Exercise directions ▸
Each entry below needs to be retyped exactly as given.

(Stored data entries)
* * *

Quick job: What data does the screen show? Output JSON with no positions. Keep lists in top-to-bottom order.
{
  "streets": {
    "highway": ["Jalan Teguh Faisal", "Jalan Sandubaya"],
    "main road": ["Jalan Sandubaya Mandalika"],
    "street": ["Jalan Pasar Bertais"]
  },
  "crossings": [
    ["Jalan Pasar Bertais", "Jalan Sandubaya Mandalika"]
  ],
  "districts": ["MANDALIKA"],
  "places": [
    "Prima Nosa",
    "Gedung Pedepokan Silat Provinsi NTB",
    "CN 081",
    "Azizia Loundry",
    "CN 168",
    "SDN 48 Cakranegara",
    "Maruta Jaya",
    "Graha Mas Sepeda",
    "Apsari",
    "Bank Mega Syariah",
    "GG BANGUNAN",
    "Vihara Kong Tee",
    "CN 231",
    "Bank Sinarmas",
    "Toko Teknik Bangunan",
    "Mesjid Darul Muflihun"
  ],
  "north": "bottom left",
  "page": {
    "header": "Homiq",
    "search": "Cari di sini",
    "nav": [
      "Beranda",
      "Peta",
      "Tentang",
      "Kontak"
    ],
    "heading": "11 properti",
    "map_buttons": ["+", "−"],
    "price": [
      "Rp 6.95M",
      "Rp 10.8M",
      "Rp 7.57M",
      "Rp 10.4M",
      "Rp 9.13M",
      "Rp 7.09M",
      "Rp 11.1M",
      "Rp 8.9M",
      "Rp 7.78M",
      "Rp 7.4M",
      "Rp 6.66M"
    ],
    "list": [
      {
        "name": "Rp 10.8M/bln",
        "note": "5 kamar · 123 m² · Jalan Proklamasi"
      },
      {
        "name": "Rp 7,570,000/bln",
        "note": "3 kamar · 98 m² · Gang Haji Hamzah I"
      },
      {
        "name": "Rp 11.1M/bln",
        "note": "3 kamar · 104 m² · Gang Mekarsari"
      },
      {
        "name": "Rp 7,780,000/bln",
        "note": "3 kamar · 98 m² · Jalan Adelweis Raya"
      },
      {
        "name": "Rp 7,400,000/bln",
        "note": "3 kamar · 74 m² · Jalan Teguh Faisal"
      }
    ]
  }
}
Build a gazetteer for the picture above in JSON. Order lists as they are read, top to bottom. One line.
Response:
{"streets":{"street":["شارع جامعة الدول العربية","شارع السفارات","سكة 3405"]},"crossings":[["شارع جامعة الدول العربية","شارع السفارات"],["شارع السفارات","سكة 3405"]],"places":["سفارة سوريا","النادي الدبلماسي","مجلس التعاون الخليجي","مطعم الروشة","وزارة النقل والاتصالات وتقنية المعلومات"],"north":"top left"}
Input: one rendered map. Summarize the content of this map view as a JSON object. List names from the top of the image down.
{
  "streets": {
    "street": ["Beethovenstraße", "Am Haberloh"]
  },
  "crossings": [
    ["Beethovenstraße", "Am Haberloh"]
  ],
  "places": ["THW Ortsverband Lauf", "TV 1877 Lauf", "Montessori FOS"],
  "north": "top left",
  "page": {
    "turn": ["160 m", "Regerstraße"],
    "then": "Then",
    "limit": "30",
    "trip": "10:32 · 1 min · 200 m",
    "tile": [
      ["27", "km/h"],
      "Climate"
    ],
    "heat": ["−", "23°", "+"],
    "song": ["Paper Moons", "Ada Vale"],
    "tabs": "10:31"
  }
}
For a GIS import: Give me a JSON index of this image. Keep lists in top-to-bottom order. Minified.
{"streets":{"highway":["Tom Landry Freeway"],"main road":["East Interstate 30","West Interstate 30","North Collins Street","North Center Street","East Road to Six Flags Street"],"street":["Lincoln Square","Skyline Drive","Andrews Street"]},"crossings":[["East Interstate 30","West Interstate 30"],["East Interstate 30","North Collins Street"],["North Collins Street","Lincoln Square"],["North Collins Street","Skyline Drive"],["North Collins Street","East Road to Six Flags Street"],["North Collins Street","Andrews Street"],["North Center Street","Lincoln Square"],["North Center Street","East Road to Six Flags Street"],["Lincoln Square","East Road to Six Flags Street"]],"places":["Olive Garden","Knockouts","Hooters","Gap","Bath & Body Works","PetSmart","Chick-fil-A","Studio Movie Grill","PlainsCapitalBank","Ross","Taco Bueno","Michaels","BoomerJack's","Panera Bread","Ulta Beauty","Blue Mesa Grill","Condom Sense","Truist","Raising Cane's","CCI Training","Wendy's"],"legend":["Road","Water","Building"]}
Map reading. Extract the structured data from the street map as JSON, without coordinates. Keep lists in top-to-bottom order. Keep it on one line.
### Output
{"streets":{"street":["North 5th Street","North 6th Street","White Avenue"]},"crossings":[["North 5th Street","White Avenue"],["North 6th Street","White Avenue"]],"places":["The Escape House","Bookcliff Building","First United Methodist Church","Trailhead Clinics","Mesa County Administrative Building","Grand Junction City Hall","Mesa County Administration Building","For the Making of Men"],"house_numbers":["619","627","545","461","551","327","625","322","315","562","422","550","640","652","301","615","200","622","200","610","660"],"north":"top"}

* * *

Task response ▸
Quick job: What data does the screen show? Output JSON with no positions. Keep lists in top-to-bottom order.
{
  "streets": {
    "highway": ["Jalan Teguh Faisal", "Jalan Sandubaya"],
    "main road": ["Jalan Sandubaya Mandalika"],
    "street": ["Jalan Pasar Bertais"]
  },
  "crossings": [
    ["Jalan Pasar Bertais", "Jalan Sandubaya Mandalika"]
  ],
  "districts": ["MANDALIKA"],
  "places": [
    "Prima Nosa",
    "Gedung Pedepokan Silat Provinsi NTB",
    "CN 081",
    "Azizia Loundry",
    "CN 168",
    "SDN 48 Cakranegara",
    "Maruta Jaya",
    "Graha Mas Sepeda",
    "Apsari",
    "Bank Mega Syariah",
    "GG BANGUNAN",
    "Vihara Kong Tee",
    "CN 231",
    "Bank Sinarmas",
    "Toko Teknik Bangunan",
    "Mesjid Darul Muflihun"
  ],
  "north": "bottom left",
  "page": {
    "header": "Homiq",
    "search": "Cari di sini",
    "nav": [
      "Beranda",
      "Peta",
      "Tentang",
      "Kontak"
    ],
    "heading": "11 properti",
    "map_buttons": ["+", "−"],
    "price": [
      "Rp 6.95M",
      "Rp 10.8M",
      "Rp 7.57M",
      "Rp 10.4M",
      "Rp 9.13M",
      "Rp 7.09M",
      "Rp 11.1M",
      "Rp 8.9M",
      "Rp 7.78M",
      "Rp 7.4M",
      "Rp 6.66M"
    ],
    "list": [
      {
        "name": "Rp 10.8M/bln",
        "note": "5 kamar · 123 m² · Jalan Proklamasi"
      },
      {
        "name": "Rp 7,570,000/bln",
        "note": "3 kamar · 98 m² · Gang Haji Hamzah I"
      },
      {
        "name": "Rp 11.1M/bln",
        "note": "3 kamar · 104 m² · Gang Mekarsari"
      },
      {
        "name": "Rp 7,780,000/bln",
        "note": "3 kamar · 98 m² · Jalan Adelweis Raya"
      },
      {
        "name": "Rp 7,400,000/bln",
        "note": "3 kamar · 74 m² · Jalan Teguh Faisal"
      }
    ]
  }
}
Build a gazetteer for the picture above in JSON. Order lists as they are read, top to bottom. One line.
Response:
{"streets":{"street":["شارع جامعة الدول العربية","شارع السفارات","سكة 3405"]},"crossings":[["شارع جامعة الدول العربية","شارع السفارات"],["شارع السفارات","سكة 3405"]],"places":["سفارة سوريا","النادي الدبلماسي","مجلس التعاون الخليجي","مطعم الروشة","وزارة النقل والاتصالات وتقنية المعلومات"],"north":"top left"}
Input: one rendered map. Summarize the content of this map view as a JSON object. List names from the top of the image down.
{
  "streets": {
    "street": ["Beethovenstraße", "Am Haberloh"]
  },
  "crossings": [
    ["Beethovenstraße", "Am Haberloh"]
  ],
  "places": ["THW Ortsverband Lauf", "TV 1877 Lauf", "Montessori FOS"],
  "north": "top left",
  "page": {
    "turn": ["160 m", "Regerstraße"],
    "then": "Then",
    "limit": "30",
    "trip": "10:32 · 1 min · 200 m",
    "tile": [
      ["27", "km/h"],
      "Climate"
    ],
    "heat": ["−", "23°", "+"],
    "song": ["Paper Moons", "Ada Vale"],
    "tabs": "10:31"
  }
}
For a GIS import: Give me a JSON index of this image. Keep lists in top-to-bottom order. Minified.
{"streets":{"highway":["Tom Landry Freeway"],"main road":["East Interstate 30","West Interstate 30","North Collins Street","North Center Street","East Road to Six Flags Street"],"street":["Lincoln Square","Skyline Drive","Andrews Street"]},"crossings":[["East Interstate 30","West Interstate 30"],["East Interstate 30","North Collins Street"],["North Collins Street","Lincoln Square"],["North Collins Street","Skyline Drive"],["North Collins Street","East Road to Six Flags Street"],["North Collins Street","Andrews Street"],["North Center Street","Lincoln Square"],["North Center Street","East Road to Six Flags Street"],["Lincoln Square","East Road to Six Flags Street"]],"places":["Olive Garden","Knockouts","Hooters","Gap","Bath & Body Works","PetSmart","Chick-fil-A","Studio Movie Grill","PlainsCapitalBank","Ross","Taco Bueno","Michaels","BoomerJack's","Panera Bread","Ulta Beauty","Blue Mesa Grill","Condom Sense","Truist","Raising Cane's","CCI Training","Wendy's"],"legend":["Road","Water","Building"]}
Map reading. Extract the structured data from the street map as JSON, without coordinates. Keep lists in top-to-bottom order. Keep it on one line.
### Output
{"streets":{"street":["North 5th Street","North 6th Street","White Avenue"]},"crossings":[["North 5th Street","White Avenue"],["North 6th Street","White Avenue"]],"places":["The Escape House","Bookcliff Building","First United Methodist Church","Trailhead Clinics","Mesa County Administrative Building","Grand Junction City Hall","Mesa County Administration Building","For the Making of Men"],"house_numbers":["619","627","545","461","551","327","625","322","315","562","422","550","640","652","301","615","200","622","200","610","660"],"north":"top"}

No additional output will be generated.